Preferring to light largely by eye, Roe found himself dependent on good monitoring. “My generation sort of missed the film heyday so I learned on the digital cameras. I tend to light by eye with contrast ratios, colors, everyone on set had some sort of a SmallHD monitor. I've been an extreme fan of SmallHD. They're bright, and they’re color accurate to a point. I did my testing, I knew what the camera could capture and record. I'd stand by the gaffer on set and we'd figure that it was in the right zone. Being an operator for this film, I don't think I ever really set the camera down, so I had to really trust what we were acquiring by eye. We had radio comms to the DIT and gaffer, so if I felt nervous about something I'd call them.”
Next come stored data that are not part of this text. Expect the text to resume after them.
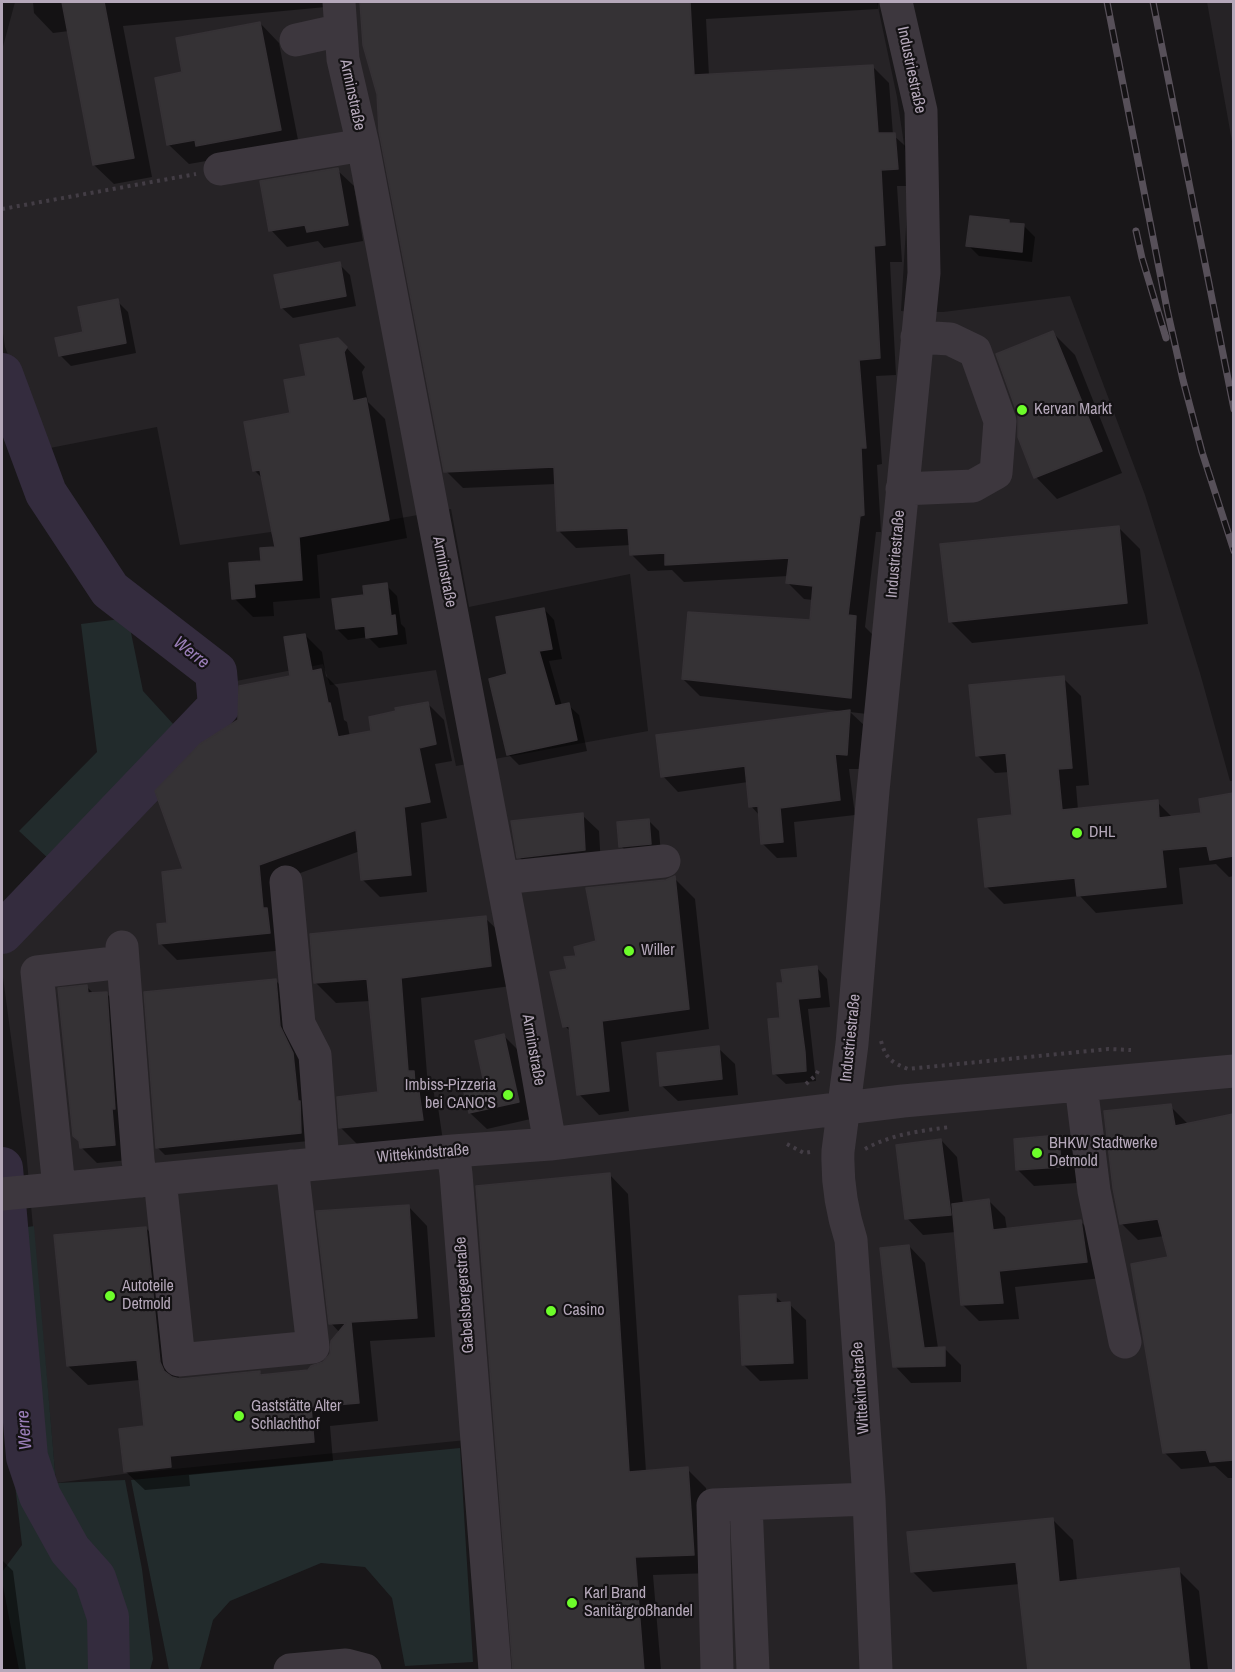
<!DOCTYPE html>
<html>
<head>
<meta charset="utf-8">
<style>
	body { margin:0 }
	#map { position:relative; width:1235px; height:1672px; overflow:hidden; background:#191719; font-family:"Archivo Narrow",sans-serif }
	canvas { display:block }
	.frame { position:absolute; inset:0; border:3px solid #b5a8ba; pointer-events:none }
</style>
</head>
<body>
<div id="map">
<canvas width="1235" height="1672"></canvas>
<div class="frame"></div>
</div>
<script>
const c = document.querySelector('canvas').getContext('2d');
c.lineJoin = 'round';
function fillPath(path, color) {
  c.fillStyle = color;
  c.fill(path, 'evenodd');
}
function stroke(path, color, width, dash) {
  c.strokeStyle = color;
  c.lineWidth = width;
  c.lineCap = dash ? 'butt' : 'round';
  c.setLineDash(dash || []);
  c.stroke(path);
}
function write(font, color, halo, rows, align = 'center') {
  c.font = font + ' "Archivo Narrow",sans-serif';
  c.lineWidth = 4.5;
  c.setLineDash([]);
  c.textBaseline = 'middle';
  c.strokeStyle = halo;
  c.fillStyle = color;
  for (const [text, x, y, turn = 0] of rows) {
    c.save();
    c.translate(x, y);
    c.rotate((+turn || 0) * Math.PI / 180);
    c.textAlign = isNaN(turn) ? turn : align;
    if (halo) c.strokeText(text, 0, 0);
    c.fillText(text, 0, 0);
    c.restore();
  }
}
fillPath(new Path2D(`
	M15,2h862l20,95 12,81 -8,133 42,1 127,-16 75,199 55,178 30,108h3v889h-723l-33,-231 -353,35 -68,9 -30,-333 -24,-180v-15l3,-9 36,-35 45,-50 21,-13 9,-21 68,-72 34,-31 20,-2 -7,-40 92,-18 7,21 106,-15 20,96 192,-35 -18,-157 -161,33 -18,-98 -177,32 -3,-9 -91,13 -23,-118 -112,22 -40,-102 -3,-20v-277z
	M1207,2h26v145z`), '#262326');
fillPath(new Path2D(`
	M128,618l15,73 32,35 -24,24 -22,31 -46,38 -32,42 -32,-30 78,-79 -16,-128z
	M34,1226l22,257 69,-3 17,89 11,90 -3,11h-131l-17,-89v-9l20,-27 -20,-173v-141z
	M460,1448l13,214 -68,4 -13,-68 -27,-31 -44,-4 -91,38 -17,19 -12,46 -2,4h-30l-38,-190z`), '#222b2c');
fillPath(new Path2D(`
	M33,2h293v5l-203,19 29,151 -38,7 -20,-19 -25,-134 -16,2 -19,-20z
	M362,2h516v7l-172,10 3,57 163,-10 17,17 4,52 19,17 2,34h-17l5,76h-12l6,113 -20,1 6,88 -5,1 4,67h-5l-11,95 7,7 -5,80 -17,-2 15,14 -3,43h-13l6,46 -61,7 3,35 -20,1 -15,-15 -2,-27 -9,-10 -3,-24 -70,10 -15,-16 178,-65 -141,-15 -17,-17 129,-58 1,-21 -9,-1 -17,-17 1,-6 -104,6 -12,-12 -24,1 -17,-17v-9l-55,3 -17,-17 -3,-47 -93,4 -17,-17 -68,-377 -14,-49z
	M260,23l19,20 21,107 -88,10 -23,4 -20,-19 15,-71z
	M337,170l17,16 9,55 -39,7 -6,-7 -31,6 -16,-17z
	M1008,222l3,2 13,2 11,11 -3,25 -53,-6 -11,-11z
	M339,264l11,11 6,31 -63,12 -11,-10z
	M117,301l11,11 8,41 -65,13 -11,-11 25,-22z
	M1053,333l22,22 47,118 -65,26 -21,-22z
	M338,339l27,28 -3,5 6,30 17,17 22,119 -90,17 3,43 -47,4 1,14 -21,1 -19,-19 28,-36 14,-14 -13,-69 -8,-8 37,-57 16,-37z
	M1118,527l22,22 8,75 -176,19 -22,-22z
	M386,585l11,11 4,28 4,4 2,16 -28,4 -11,-11 -20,3 -11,-11 29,-33z
	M544,609l10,11 8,39 -13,2 13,45 6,-1 11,10 8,36 -68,14 -11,-11z
	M305,635l17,17 4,24 12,12 6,32 3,2 3,15 23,-5 54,-29 17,17 8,41 -17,3 12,54 -26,5 6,69 -47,5 -17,-17 -3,-29 -84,31 10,68 -109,10 -17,-17 9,-19 16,-53 55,-151 52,-43z
	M1063,678l18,18 8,89 -13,1 2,24 79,-8 16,16 30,-4 29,-20 2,2v80l-5,1 -13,-13 -37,4 4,36 -87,9 -16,-17 -76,8 -18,-18 28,-70 -4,-44 -15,1 -18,-18z
	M582,815l17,16 2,35 -66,7 -16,-16z
	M648,820l11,11 2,23 -29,3 -11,-11z
	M674,878l21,21 14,130 -88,13 8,69 -30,4 -20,-21 -7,-61 -7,-7 4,-56 9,-13 20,-14 68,-62z
	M485,918l21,20 5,48 -90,12 7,89 6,6 1,11 3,3 5,34 -82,7 -20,-20 39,-35 -10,-92 -34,2 -20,-20z
	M817,968l10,11 3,28 -22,2 8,72 -30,3 -11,-10 7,-55 2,-35z
	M276,981l8,8 17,74 8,78 -144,14 -8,-8z
	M87,987l7,7 12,-1 15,15 8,152 -32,3 -15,-15z
	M504,1036l16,16 15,66 -48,11 -17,-16 16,-29z
	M718,1048l17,16 3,31 -60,6 -17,-16z
	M1170,1106l17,17v2l47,-9v362h-6l-13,-12 -34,3 -17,-17 6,-193 -6,-23 -26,4 -17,-17z
	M1058,1137l17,16 2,30 -43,3 -16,-16z
	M941,1140l16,17 6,47 26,-3 16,16 2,13 73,-9 17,17 5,40 -87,9 4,32 -40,2 -17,-17 -6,-72 -33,3 -16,-17z
	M610,1175l18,19 18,278 41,-3 19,19 6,85 -59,2 8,95h-146z
	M408,1206l19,20 8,111 -65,4 8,80 -48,5 3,35 -144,14 1,11 -45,4 -20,-19 20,-43 -5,-48 -52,5 -20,-19 78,-138 19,20 14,132 81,-7 3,3 46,-4 15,-8 8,-9 8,-22 -9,-10z
	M909,1246l16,17 13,85h6l17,17v17l-50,1 -16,-17z
	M775,1296l9,8h5l17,16 2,59 -48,2 -16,-16z
	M1053,1520l20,20 4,41 101,-11 21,21 9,79h-178l-10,-86 -87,8 -21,-21z
	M2,1560l11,11 13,99h-24z`), '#0007');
stroke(new Path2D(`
	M2,374l44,119 64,97 106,82 3,34 -217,227
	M2,1168l25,289 13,39 30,54 25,28 13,39 1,53`), '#342c3e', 42);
const building = new Path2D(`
	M62,2h42l30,156 -41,7z
	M360,2h330l4,73 179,-10 5,68h17l3,36 -17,1 4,75 -11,1 6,112 -21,2 7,88h-5l3,67 -4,1 -12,99 8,1 -5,82 -169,-19 6,-67 122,8 3,-34 -27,-3 3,-25 -124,7v-12l-35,2 -2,-27 -71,3 -3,-64 -110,5 -65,-341 -2,-37 -14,-49z
	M260,22l21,108 -85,16 -1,-6 -28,5 -12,-67 27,-6 -6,-34z
	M338,168l10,57 -41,7 -2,-7 -36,6 -9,-50z
	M970,216l39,4v3l15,1 -2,28 -56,-6z
	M340,262l6,34 -65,12 -7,-33z
	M118,299l8,44 -67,13 -4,-18 28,-6 -5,-25z
	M1053,331l49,120 -68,27 -16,-41v-22l-22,-61z
	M338,338l9,9 -3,5 9,49 13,-3 23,122 -90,17 3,43 -48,4 1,13 -23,2 -3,-36 32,-2 -1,-13 15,-1 -15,-77 -7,1 -9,-49 46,-9 -6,-33 22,-4 -6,-31z
	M1119,526l8,77 -178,19 -9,-78z
	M387,583l4,33 4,-1 2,19 -31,4 -1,-12 -29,3 -4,-30 32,-4 -1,-9z
	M544,608l8,41 -13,2 16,55 14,-3 8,37 -70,15 -18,-76 18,-5 -11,-57z
	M305,634l7,37 9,-2 7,34h2l8,34 33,-6 -2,-14 27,-6 -1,-3 33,-6 8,42 -17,4 11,54 -26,5 7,68 -50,5 -5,-50 -97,35 4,43h4l3,25 -111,11 -2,-20 10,-1 -5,-51 21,-3 -28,-78 45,-47 38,-24 1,-34 51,-10 -6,-39z
	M1064,676l8,92 -14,1 4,41 96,-10 1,18 42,-5 -2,-14 34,-6v63l-23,4 -3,-14 -45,4 4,37 -89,9 -2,-18 -90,9 -7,-68 34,-4 -6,-62 -30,3 -7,-71z
	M850,710l-3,45 -12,-1 5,46 -60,8 3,34 -22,2 -3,-38 -9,1 -4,-41 -84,11 -5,-42z
	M583,813l2,37 -68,8 -6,-37z
	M649,819l2,25 -32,3 -2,-25z
	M675,876l14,133 -87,12 7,70 -32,4 -8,-69 -6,1 -13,-55 17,-3 -3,-12 12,-1 -2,-9 22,-6 -10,-53 80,-8z
	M486,916l5,50 -90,12 7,93h6l1,14h3l5,35 -84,8 -2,-31 41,-5 -11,-113 -53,4 -4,-49z
	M817,966l3,31 -22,2 7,53 1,19 -33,3 -5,-55 12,-1 -3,-35h6l-2,-13z
	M276,979l4,47 13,27 5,48h2l1,32 -145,15 -12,-156z
	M87,985l1,8 19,-1 8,117h-3l3,36 -35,3 -1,-7 -6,-5 -15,-148z
	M504,1034l15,68 -50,11 -6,-25 21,-5 -9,-42z
	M719,1046l3,33 -62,7 -3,-33z
	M1171,1104l4,22 58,-12v346l-23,2 -4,-12 -43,3 -32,-189 37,-7 -10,-38 -38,5 -7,-36 -9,-77z
	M1059,1135l2,32 -45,3 -2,-31z
	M941,1139l10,76 -46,4 -9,-74z
	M610,1173l19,299 59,-5 6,88 -59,2 9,114h-131l-37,-485z
	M989,1199l4,31 88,-10 6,42 -88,9 4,32 -42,2 -9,-101z
	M409,1205l8,113 -66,4 8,81 -48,4 3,35 -144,14 1,11 -47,5 -5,-43 25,-3 -7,-66 -70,6 -13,-131 92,-8 14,135 4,9 8,6 8,2 80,-8v4l48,-5 3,-4 12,-4 7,-8 1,-13 15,-18 -17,1 -13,-113z
	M909,1245l15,103 21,-1v19l-52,1 -13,-119z
	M776,1294v9l14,-1 3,61 -51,2 -3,-69z
	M1053,1518l6,64 120,-14 11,103h-162l-12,-109 -105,10 -4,-40z`);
fillPath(building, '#353235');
stroke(building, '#353135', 1.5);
stroke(new Path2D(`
	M2,209l194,-35
	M881,1041c5,18 10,21 27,28l200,-20 23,1
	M806,1084l10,-9 4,-8
	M787,1144l17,9 6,-1
	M865,1149c27,-15 55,-18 85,-22`), '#433d45', 4, [3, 4.5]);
stroke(new Path2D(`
	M339,2l4,57 20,86 159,838 28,161
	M296,40l45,-10
	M220,169l143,-24
	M902,489l71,-3 23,-13 4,-52 -25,-70 -25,-12 -33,-2
	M502,878l162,-17
	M286,882l13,142 16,31 8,108
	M122,947l16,213 3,21
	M1081,1085l13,106 31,151
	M453,1151l3,23 39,496
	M160,1179l19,181 134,-13 -21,-181
	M59,1188l-22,-216 86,-10
	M2,1194l451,-43 97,-7 353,-43 331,-30
	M746,1504l7,166
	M290,1670l56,-5 19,5
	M717,1670l-4,-165 156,-6
	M876,1670l-7,-171 -18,-259c-9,-28 -14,-60 -13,-89l14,-107 21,-253 51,-518 -3,-162 -25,-109`), '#3d373e', 33);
const rail = new Path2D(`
	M1107,2l60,307 16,71 19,72 32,99
	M1153,2l81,407
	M1136,231l6,27 24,80`);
stroke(rail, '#575059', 7);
stroke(rail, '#141214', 4.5, [14]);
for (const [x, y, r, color] of [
	[1022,410,6,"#6dfd2a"],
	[1077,833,6,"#6dfd2a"],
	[629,951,6,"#6dfd2a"],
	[508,1095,6,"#6dfd2a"],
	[1037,1153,6,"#6dfd2a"],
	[110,1296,6,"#6dfd2a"],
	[551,1311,6,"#6dfd2a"],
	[239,1416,6,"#6dfd2a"],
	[572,1603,6,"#6dfd2a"]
]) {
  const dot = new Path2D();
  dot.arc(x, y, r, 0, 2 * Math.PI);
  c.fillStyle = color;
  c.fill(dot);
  stroke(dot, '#141214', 2);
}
write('16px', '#b5a8ba', '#141214', [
	["Industriestraße",911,70,78],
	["Arminstraße",352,95,78],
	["Industriestraße",896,554,-85],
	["Arminstraße",444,572,79],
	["Industriestraße",851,1038,-84],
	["Arminstraße",533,1050,80],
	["Wittekindstraße",423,1154,-5],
	["Gabelsbergerstraße",465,1295,-94],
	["Wittekindstraße",861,1388,-94]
]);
write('16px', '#b5a8ba', '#141214', [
	["Kervan Markt",1034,410],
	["DHL",1089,833],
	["Willer",641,951],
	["Imbiss-Pizzeria",496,1086,"right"],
	["bei CANO'S",496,1104,"right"],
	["BHKW Stadtwerke",1049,1144],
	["Detmold",1049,1162],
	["Autoteile",122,1287],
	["Detmold",122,1305],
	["Casino",563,1311],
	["Gaststätte Alter",251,1407],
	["Schlachthof",251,1425],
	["Karl Brand",584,1594],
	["Sanitärgroßhandel",584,1612]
], 'left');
write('italic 18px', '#997db7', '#141214', [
	["Werre",191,653,38],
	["Werre",25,1430,-95]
]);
</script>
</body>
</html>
Roe had worked in prep to establish a live grade configuration which would allow him to supply the rest of the production with well-finished, if naturally not quite final, dailies. “We did Resolve secondary-graded dailies on set. It was a massive amount of work. Our budget wasn't huge, we were doing a normal dailies process at a post production facility, but we wanted to have graded dailies for Liz, and production, and post. We were doing power windows and tracking them, secondary qualifiers in dailies. I think some people do, it's a very expensive process but we were able to do it on set and make those decisions throughout production. It helps the editor go in a direction rather than just having a 709 image.”

The production was finished at Company 3 under the supervision of colorist Bryan Smaller, who came at the recommendation of Jill Bogdanowicz. “Jill helped us design the show LUT,” Roe says. “She's a friend, she colored my first movie. She's been doing every massive movie for the last couple of years, she’s busy, and recommended Bryan who I did my first commercial with.” 

With Netflix requiring an HDR grade, Roe approached the process with healthy caution. “I'd never been a fan of HDR grading prior to this production, but Brian came up with a way to contain the ceiling of HDR, and we used it selectively when we felt it served the story. We came up with a LUT that would contain the upper end of the whites in a 300-600 nit wrapper. The film looks natural, but if you pulled up the Rec. 709 vs our HDR grade, there's a lot of subtleties in the shifting of the black or grey levels. We called it a color twist, it feels colorful, if you squint at something I wanted to feel that it's reality but it's a specific microcosm of their reality.”

All of that work exists to serve a story, and Netflix’s own numbers make it clear that story has been a hit with viewers. As Roe puts it, “Liz did an amazing job, and the film was number one in every territory Netflix had because it painted America in that accurate perspective. Sometimes America wasn't comfortable seeing itself painted in that light. We tried to paint an accurate portrait of America. The characters are flawed by design. If you see America as an inside observer, you see these situations inside your family, these political beliefs and ideological perspectives. People are different, they're multicolored.”

Purple Hearts is available to watch on Netflix.